▸ Aim of the exercise:
Within the entries that follow, show each line where the word "canvas" occurs.

_____

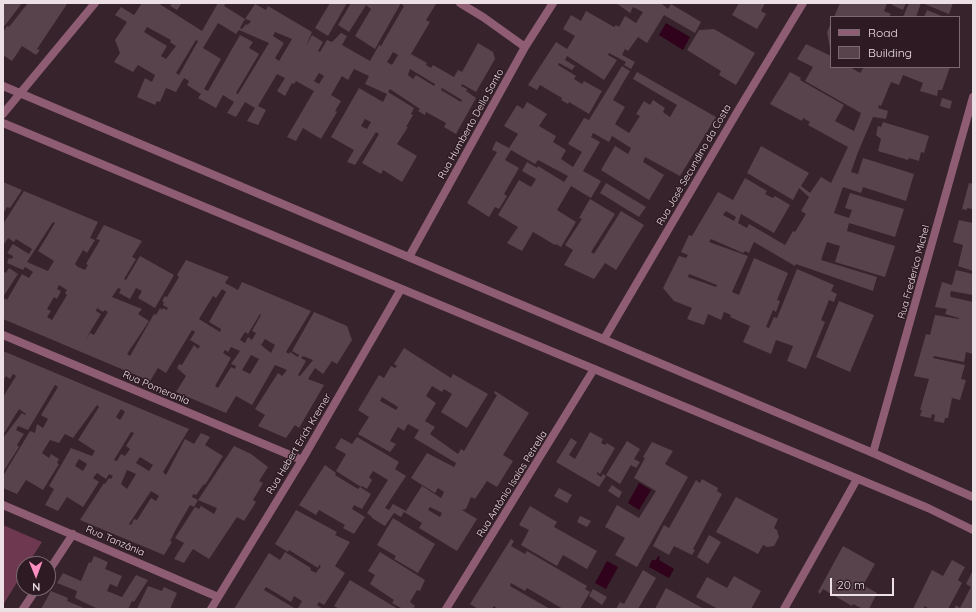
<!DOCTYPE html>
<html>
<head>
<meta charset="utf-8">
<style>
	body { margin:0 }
	#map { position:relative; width:976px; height:612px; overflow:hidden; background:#37232c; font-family:Quicksand,sans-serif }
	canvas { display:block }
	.frame { position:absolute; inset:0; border:4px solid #ede0e5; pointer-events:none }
	.legend { position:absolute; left:830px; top:16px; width:130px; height:52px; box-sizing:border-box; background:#2d1a22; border:1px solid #7a6970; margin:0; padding:5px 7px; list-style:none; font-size:12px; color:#ede0e5 }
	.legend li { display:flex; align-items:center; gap:8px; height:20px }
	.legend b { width:20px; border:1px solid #7a6970 }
	.north { position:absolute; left:16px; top:556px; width:40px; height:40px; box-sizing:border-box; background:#2d1a22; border:1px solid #7a6970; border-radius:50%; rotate:179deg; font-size:11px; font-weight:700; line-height:16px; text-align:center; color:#ede0e5 }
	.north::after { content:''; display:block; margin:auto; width:14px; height:18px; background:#fc8fc1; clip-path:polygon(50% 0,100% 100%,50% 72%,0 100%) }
	.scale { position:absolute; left:830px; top:578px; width:64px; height:18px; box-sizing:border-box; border:2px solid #ede0e5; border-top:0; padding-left:5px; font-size:12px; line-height:14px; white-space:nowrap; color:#ede0e5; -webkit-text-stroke:3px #2d1a22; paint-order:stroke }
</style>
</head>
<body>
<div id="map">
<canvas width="976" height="612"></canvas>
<div class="frame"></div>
<ul class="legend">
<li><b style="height:5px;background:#8f5d73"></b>Road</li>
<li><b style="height:11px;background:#58434c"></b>Building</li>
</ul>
<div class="north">N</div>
<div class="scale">20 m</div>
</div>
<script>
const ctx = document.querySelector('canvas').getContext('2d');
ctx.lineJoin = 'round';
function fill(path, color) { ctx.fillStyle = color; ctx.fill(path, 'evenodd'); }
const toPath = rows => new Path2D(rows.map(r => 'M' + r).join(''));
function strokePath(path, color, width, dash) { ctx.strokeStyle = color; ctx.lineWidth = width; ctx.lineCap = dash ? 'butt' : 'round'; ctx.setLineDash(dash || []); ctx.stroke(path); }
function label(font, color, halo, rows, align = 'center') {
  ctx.font = font + ' Quicksand,sans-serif'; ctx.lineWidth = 3; ctx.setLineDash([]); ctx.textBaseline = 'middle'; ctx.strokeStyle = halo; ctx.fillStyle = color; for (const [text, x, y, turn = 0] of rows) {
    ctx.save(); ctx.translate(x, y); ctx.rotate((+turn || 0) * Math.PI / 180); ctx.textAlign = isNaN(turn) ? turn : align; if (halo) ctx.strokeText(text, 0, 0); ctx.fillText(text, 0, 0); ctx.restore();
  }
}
fill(toPath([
	[3,525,42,542,28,564,24,564,24,571,3,605]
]), '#6e3851');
fill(toPath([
	[666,23,690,37,683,50,659,35],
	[639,483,651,490,639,510,628,503],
	[658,556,660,557,659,560,674,569,669,578,649,567,652,560,656,560],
	[607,561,618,567,606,589,595,583]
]), '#30021b');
fill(toPath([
	[3,3,22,3,3,28],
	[28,3,67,4,37,49,40,50,36,55,22,46,12,61,3,55,3,32,7,26,9,27],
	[142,3,158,3,202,31,218,3,226,3,224,6,245,19,255,4,266,10,268,6,312,32,306,46,312,35,323,42,318,51,320,52,327,40,332,42,341,33,347,36,342,45,370,61,379,45,381,46,404,6,402,5,403,3,435,3,436,4,426,20,430,22,411,54,427,63,426,65,431,68,433,65,454,77,458,70,462,72,478,43,493,52,495,59,476,92,462,84,461,86,467,89,466,91,476,98,456,134,444,127,446,123,426,112,425,115,418,111,420,109,390,89,388,92,414,108,411,114,413,115,406,127,408,127,397,144,417,156,402,182,383,170,381,174,362,163,379,134,376,132,355,165,347,162,354,150,331,137,359,88,383,102,387,94,365,84,369,76,354,69,348,80,342,76,331,95,341,101,335,111,337,112,321,139,303,128,296,141,287,137,314,91,296,81,294,84,292,83,285,96,277,91,285,78,277,74,258,106,266,110,258,125,247,121,255,108,245,102,236,117,227,113,234,102,223,95,216,108,198,98,201,94,187,85,189,81,184,78,176,92,166,88,160,102,157,101,155,105,137,97,145,78,152,82,155,75,138,65,133,72,114,62,120,53,115,40,127,22,115,15,121,7,134,15],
	[245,19,251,21,248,25,246,24,242,29,240,28],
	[218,23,236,34,239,30,269,43,238,94,236,93,259,54,249,48,253,42,240,35,208,91,204,89,221,59,203,48],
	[147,27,171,40,170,42,176,46,166,59,161,56,167,46,144,32],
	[275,32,292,39,279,61,275,58,284,43,273,36],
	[196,40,198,41,179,75,176,73],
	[393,52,398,55,392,65,387,62],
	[410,69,435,84,434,86,416,75,413,79,408,75],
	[319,73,324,76,319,84,314,81],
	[442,88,462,100,461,102,441,90],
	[365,119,371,122,367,129,361,126],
	[172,3,182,3,177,10,170,6],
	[330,3,347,3,328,36,315,28],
	[351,3,401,3,375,49,355,36,371,9,366,5,349,32,338,25],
	[616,3,661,3,668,9,671,4,701,22,695,33,664,15,647,43,638,37,628,51,625,49,622,55,635,62,631,69,624,65,626,62,609,53,608,55,617,60,604,80,567,56,565,60,575,66,572,70,559,63,558,65,576,76,574,79,582,84,584,81,602,91,589,114,569,102,568,104,561,100,562,98,540,85,537,90,528,85,556,42,567,49,575,36,563,29,571,15,581,21,586,11,614,27,616,25,619,27,625,16,636,23,643,12,633,7,630,13],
	[739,3,765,3,761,11,766,14,757,29,732,15],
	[840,3,887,3,884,11,891,14,889,17,834,17],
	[893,3,906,3,903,10,892,5],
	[909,3,921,3,916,17,903,17],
	[922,3,953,3,949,14],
	[927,10,944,17,924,17],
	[831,23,831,48,830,48,827,32],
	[714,29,755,53,736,85,719,75,721,71,687,50,699,30],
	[806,44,831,56,831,67,850,67,860,73,864,67,950,67,942,90,938,90,937,96,920,91,923,83,903,75,899,85,891,82,881,106,879,105,878,108,888,111,886,119,873,117,858,152,851,172,858,174,863,158,914,174,906,201,863,187,861,193,843,187,834,213,849,218,852,210,845,208,850,193,904,209,895,237,849,223,847,231,895,246,885,277,835,262,840,246,827,242,821,260,877,277,873,291,796,264,795,266,754,242,749,253,745,251,743,253,711,239,709,242,748,256,732,292,739,295,754,258,788,273,777,300,780,301,776,312,773,310,766,327,769,328,774,317,777,318,797,269,834,285,831,291,837,294,834,302,829,300,821,320,825,322,806,369,787,361,793,346,776,340,771,354,743,342,750,326,730,317,731,315,724,312,721,320,708,314,704,325,687,319,692,308,674,301,663,288,679,256,686,258,688,255,681,252,689,235,692,236,718,192,733,200,745,178,767,191,765,194,773,198,775,196,790,205,774,233,741,214,738,223,747,228,749,224,785,245,793,231,795,232,806,214,801,211,809,197,799,188,793,200,747,173,761,146,809,173,801,186,810,193,821,177,831,183,848,147,808,125,810,122,803,118,802,121,770,104,790,72,801,78,800,80,844,105,835,121,854,131,861,113,805,81,813,67,797,59],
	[726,211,736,217,734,221,723,215],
	[689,274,717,285,716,287,688,277],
	[622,66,630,71,613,100,625,107,615,124,629,133,640,116,636,114,644,101,650,105,653,100,665,108,663,112,670,117,677,105,633,79,637,72,716,117,680,176,645,157,643,162,664,175,649,200,601,170,615,146,628,154,631,148,612,136,609,142,593,133,591,137,600,142,583,171,601,181,591,198,571,186,557,210,576,222,561,247,556,244,555,245,533,232,522,251,507,243,518,227,498,215,519,180,531,187,536,179,522,171,527,162,537,168,538,166,564,182,568,176,538,160,535,164,511,150,505,160,519,168,504,194,507,196,499,209,495,207,489,217,467,203,497,152,492,150,496,141,509,148,518,134,504,126,517,105,523,109,527,102,547,114,539,126,556,136,553,142,566,150,561,159,573,167,582,152,568,144,584,118,589,120],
	[942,98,952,101,950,109,940,106],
	[883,122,929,136,924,153,921,152,919,161,909,158,908,160,878,151,881,139,876,135,878,126,881,127],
	[3,182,22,190,10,208,7,207,3,214],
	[606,183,646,207,639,217,600,193],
	[969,183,973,184,973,209,967,208,967,210,962,209],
	[24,191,98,222,90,238,95,240,87,253,83,250,75,264,78,267,85,270,88,265,86,264,100,240,96,239,104,225,142,241,132,257,136,259,124,279,126,280,140,256,174,275,155,308,138,298,142,291,136,288,130,299,119,293,121,289,118,288,112,297,142,309,138,314,149,321,127,354,130,356,154,314,156,315,160,308,162,310,163,308,167,310,168,308,163,305,164,302,162,301,165,296,167,297,179,277,177,275,186,260,229,277,225,283,238,290,242,282,311,311,286,352,289,354,290,352,298,357,299,355,292,351,314,312,347,326,352,340,337,364,332,361,323,374,315,368,308,379,324,385,299,428,295,425,286,438,258,426,265,415,255,409,278,373,282,376,287,370,275,365,252,405,236,396,226,413,176,392,186,376,177,368,179,364,182,365,194,345,198,349,200,346,190,340,195,332,192,330,166,373,158,368,150,381,3,319,3,302,5,298,7,300,22,274,29,278,33,272,25,267,23,270,7,263,9,258,12,259,13,256,7,253,13,244,29,254,32,249,16,239,14,242,8,238,3,246,3,224],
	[53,222,55,223,38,251,54,261,48,271,27,262],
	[59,285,67,290,65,293,67,295,52,320,47,317,51,311,47,309,54,297,57,299,61,291,57,289],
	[222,289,226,292,209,322,221,329,220,332,199,319,213,296,216,298],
	[97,308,103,312,105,310,108,312,94,335,90,333,85,340,101,314,96,311],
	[260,314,261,315,252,331,256,333,252,340,248,337,245,343,240,340,245,332,248,334],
	[265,339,275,345,271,353,261,345],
	[231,347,240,351,231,364,236,366,235,369,231,367,218,388,215,386,231,358,223,353,225,350,228,352],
	[251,355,259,359,250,374,242,370],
	[303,356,313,360,300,376,298,375,306,361,301,358],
	[590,199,615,214,591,252,594,254,621,211,644,225,616,270,605,263,594,279,564,265,573,250,565,245,582,219,579,218],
	[959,220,973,223,973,271,958,266,963,245,953,242],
	[9,268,18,274,3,297,3,271,6,273],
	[956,270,973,274,973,295,951,291,950,295,951,297,973,302,973,354,966,352,964,362,934,356,933,358,965,365,961,379,966,380,960,400,952,398,948,418,945,418,944,423,934,421,935,415,932,414,931,418,920,416,922,410,920,410,929,379,914,376,926,334,930,335,935,315,959,319,959,318,945,314,947,309,935,307,942,282,952,285],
	[839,301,874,315,850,372,816,357],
	[404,348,451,378,453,374,488,394,467,428,441,412,452,394,444,389,442,392,432,386,426,396,436,403,425,421,435,427,430,434,458,454,461,449,464,451,497,395,494,393,495,391,529,413,503,455,513,461,497,487,487,481,475,499,471,497,466,509,462,510,477,519,457,551,419,528,422,523,404,512,401,517,394,513,385,526,372,518,372,517,367,513,388,480,373,471,369,477,372,480,367,489,362,486,361,487,336,471,346,454,335,448,341,438,352,444,357,437,399,462,395,469,406,476,385,508,389,510,393,504,406,511,422,486,441,498,444,492,438,488,435,493,411,478,427,453,454,467,456,463,414,438,419,430,408,424,404,431,398,427,390,441,396,444,390,452,358,434,369,417,358,410,379,375,384,378,391,366,395,368,397,366,394,364],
	[382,397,398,407,396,410,380,401],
	[430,507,442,513,440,517,428,510],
	[3,351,189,429,163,472,166,475,185,439,194,444,201,433,210,437,205,445,223,456,205,485,204,484,196,495,193,494,192,497,198,500,234,446,251,454,268,467,259,481,263,483,253,500,256,502,244,521,237,517,209,559,193,549,184,563,174,559,184,543,175,538,195,507,199,509,201,506,214,514,217,508,198,500,194,507,190,505,176,529,170,541,172,542,164,555,80,520,104,483,105,484,109,478,111,479,113,476,109,474,106,479,97,473,93,478,99,482,83,507,67,497,58,511,45,505,54,489,49,486,71,448,92,456,95,451,78,440,99,407,97,405,73,438,65,434,59,443,50,440,42,453,49,458,51,454,59,459,57,463,59,464,43,490,26,480,17,494,3,488,3,476,30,431,35,433,37,424,43,428,48,419,41,415,58,387,55,385,28,430,18,426,16,430,24,434,17,445,19,447,3,472,3,438,22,413,25,415,26,414,19,409,3,435,3,397,16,376,13,374,10,379,6,376,3,381],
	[121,409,125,412,120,420,116,417],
	[131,432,134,433,126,446,130,449,125,456,121,454,117,461,114,460],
	[140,457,153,465,149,471,136,463],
	[79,459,87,464,83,471,75,466],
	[127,470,136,474,127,489,121,484],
	[151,491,159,496,156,501,151,498,137,520,134,519,131,525,129,524],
	[590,432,603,439,601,443,605,445,607,443,615,448,600,474,597,472,597,474,601,477,603,474,606,476,599,487,556,462,571,438,577,442,569,455,575,459],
	[627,441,640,449,634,459,640,462,636,468,631,465,620,484,606,475],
	[652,442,673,451,665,464,688,477,637,567,615,555,625,538,605,527,617,505,639,518,656,491,634,478,645,458,643,457],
	[325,465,336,473,335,475,358,489,360,487,371,494,362,509,354,505,352,509,365,517,354,534,343,528,345,525,319,510,316,515,299,505],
	[702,479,718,488,717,491,722,494,693,549,695,550,692,555,674,546,669,555,653,546,664,525,669,528,696,480,700,483],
	[612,485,622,492,619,498,608,491],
	[559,488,572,495,567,503,554,496],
	[736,497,778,519,774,528,777,530,779,537,774,546,767,547,763,545,758,554,716,532],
	[530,506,557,522,554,527,597,551,587,569,563,555,557,566,521,545,529,530,519,525],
	[296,510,337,532,335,535,350,542,335,566,345,573,324,605,319,602,317,605,323,609,299,609,298,608,302,601,294,596,291,602,266,587,264,590,296,609,234,609,269,553,280,560,285,552,311,568,310,570,316,573,318,570,321,566,319,565,318,568,289,550,288,552,275,544],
	[580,516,591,521,587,527,577,522],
	[393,518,435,544,418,573,394,559,396,556,377,545],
	[709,535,721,542,708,564,697,557],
	[511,539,514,541,511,546,525,554,527,551,587,586,585,589,590,592,580,609,563,609,527,588,525,591,511,583,510,586,550,609,497,609,494,606,492,609,478,609,470,604],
	[843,546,875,564,863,585,877,593,869,609,863,609,853,604,852,606,823,589,820,594,818,592],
	[380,552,425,580,420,591,417,590,410,602,415,606,413,609,403,609,392,603,394,600,370,584,375,575,368,571],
	[94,556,108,562,105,569,122,576,117,587,110,584,107,591,122,597,136,575,148,580,134,602,132,601,128,609,98,609,75,598,77,591,57,583,63,573,81,581,89,562,91,563],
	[952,560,965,567,958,580,962,583,948,609,929,609,925,606,923,609,913,609,932,570,943,576],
	[643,570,656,578,638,609,616,609,620,602,624,604],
	[973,570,973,609,954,609,956,605,960,608,971,587,966,584],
	[734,576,761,591,751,609,718,609,696,597,707,577,727,588],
	[350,580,398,609,339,609,334,606],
	[148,586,162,591,164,587,177,593,170,609,137,609],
	[666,588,704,609,655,609],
	[593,589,607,597,602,605,589,596],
	[51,591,68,598,67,601,86,609,41,609]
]), '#58434c');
strokePath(toPath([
	[460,3,483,17,525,47],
	[3,114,95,3],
	[409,257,525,47,553,3],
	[3,335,302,460],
	[604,339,739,109,803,3],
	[873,453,973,97],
	[3,505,218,597],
	[48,572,73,534],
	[23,609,37,588],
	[211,609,302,460,401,289],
	[446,609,594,369],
	[784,609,857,479]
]), '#8f5d73', 8);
strokePath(toPath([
	[3,86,873,453,973,497],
	[3,123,928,508,973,530]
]), '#8f5d73', 8);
label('10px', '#ede0e5', '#2d1a22', [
	["Rua Humberto Della Santo",471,124,-61],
	["Rua José Secundino da Costa",694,165,-60],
	["Rua Frederico Michel",914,272,-75],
	["Rua Pomerania",156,388,23],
	["Rua Hebert Erich Kremer",299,444,-59],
	["Rua Antônio Isaías Petrella",512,484,-58],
	["Rua Tanzânia",115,541,23]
]);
</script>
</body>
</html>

_____

▸ Exercise output:
	canvas { display:block }
<canvas width="976" height="612"></canvas>
const ctx = document.querySelector('canvas').getContext('2d');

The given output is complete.